Exercise directions. Transcribe the stretch of entries below from the line with "Describe the map" through the line with "Input: one rendered", exactly and with both ends included; leave out all other lines.

*** Opening of Given information ***

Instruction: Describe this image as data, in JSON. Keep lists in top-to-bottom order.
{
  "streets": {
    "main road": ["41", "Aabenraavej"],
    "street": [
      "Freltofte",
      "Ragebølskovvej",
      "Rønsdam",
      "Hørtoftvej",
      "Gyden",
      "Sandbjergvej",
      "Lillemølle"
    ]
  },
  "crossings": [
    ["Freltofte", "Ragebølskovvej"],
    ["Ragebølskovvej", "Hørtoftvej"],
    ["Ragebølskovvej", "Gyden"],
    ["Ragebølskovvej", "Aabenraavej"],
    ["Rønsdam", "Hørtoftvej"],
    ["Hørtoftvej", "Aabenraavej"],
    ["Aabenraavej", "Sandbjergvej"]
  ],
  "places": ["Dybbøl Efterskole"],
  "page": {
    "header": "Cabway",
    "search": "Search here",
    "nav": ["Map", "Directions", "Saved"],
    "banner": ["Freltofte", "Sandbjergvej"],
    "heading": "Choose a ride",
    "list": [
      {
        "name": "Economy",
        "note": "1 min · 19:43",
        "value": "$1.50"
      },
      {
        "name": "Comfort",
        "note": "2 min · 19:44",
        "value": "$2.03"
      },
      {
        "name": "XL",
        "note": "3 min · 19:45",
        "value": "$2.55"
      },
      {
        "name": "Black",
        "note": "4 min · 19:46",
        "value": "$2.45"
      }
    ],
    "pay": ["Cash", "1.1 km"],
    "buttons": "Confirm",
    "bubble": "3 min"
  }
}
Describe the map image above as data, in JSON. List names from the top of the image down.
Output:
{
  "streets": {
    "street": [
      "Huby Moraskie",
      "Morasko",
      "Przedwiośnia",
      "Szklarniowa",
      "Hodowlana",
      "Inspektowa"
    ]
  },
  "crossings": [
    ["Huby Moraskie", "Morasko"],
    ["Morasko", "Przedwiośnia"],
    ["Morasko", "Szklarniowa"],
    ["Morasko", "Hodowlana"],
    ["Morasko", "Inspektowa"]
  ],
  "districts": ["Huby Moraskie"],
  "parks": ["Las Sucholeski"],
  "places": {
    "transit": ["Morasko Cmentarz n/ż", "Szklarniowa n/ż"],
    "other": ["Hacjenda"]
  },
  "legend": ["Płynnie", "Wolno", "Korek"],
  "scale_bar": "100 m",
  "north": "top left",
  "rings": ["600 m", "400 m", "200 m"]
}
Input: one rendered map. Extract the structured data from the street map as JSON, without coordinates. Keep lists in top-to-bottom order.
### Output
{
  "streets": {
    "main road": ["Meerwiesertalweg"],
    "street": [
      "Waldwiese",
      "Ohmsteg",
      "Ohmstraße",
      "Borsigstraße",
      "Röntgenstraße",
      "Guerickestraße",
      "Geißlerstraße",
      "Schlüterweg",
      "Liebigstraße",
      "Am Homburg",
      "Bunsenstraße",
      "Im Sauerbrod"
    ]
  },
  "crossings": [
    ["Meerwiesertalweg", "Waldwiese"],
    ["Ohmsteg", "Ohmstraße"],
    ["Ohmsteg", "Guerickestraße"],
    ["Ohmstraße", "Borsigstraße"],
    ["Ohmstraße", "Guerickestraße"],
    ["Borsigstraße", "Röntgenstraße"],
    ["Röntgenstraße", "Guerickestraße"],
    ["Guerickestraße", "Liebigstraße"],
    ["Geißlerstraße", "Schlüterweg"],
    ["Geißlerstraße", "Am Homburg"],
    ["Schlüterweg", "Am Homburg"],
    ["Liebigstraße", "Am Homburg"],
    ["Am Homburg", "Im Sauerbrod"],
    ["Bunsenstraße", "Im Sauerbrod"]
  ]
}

*** Close of Given information ***

Your response.
Describe the map image above as data, in JSON. List names from the top of the image down.
Output:
{
  "streets": {
    "street": [
      "Huby Moraskie",
      "Morasko",
      "Przedwiośnia",
      "Szklarniowa",
      "Hodowlana",
      "Inspektowa"
    ]
  },
  "crossings": [
    ["Huby Moraskie", "Morasko"],
    ["Morasko", "Przedwiośnia"],
    ["Morasko", "Szklarniowa"],
    ["Morasko", "Hodowlana"],
    ["Morasko", "Inspektowa"]
  ],
  "districts": ["Huby Moraskie"],
  "parks": ["Las Sucholeski"],
  "places": {
    "transit": ["Morasko Cmentarz n/ż", "Szklarniowa n/ż"],
    "other": ["Hacjenda"]
  },
  "legend": ["Płynnie", "Wolno", "Korek"],
  "scale_bar": "100 m",
  "north": "top left",
  "rings": ["600 m", "400 m", "200 m"]
}
Input: one rendered map. Extract the structured data from the street map as JSON, without coordinates. Keep lists in top-to-bottom order.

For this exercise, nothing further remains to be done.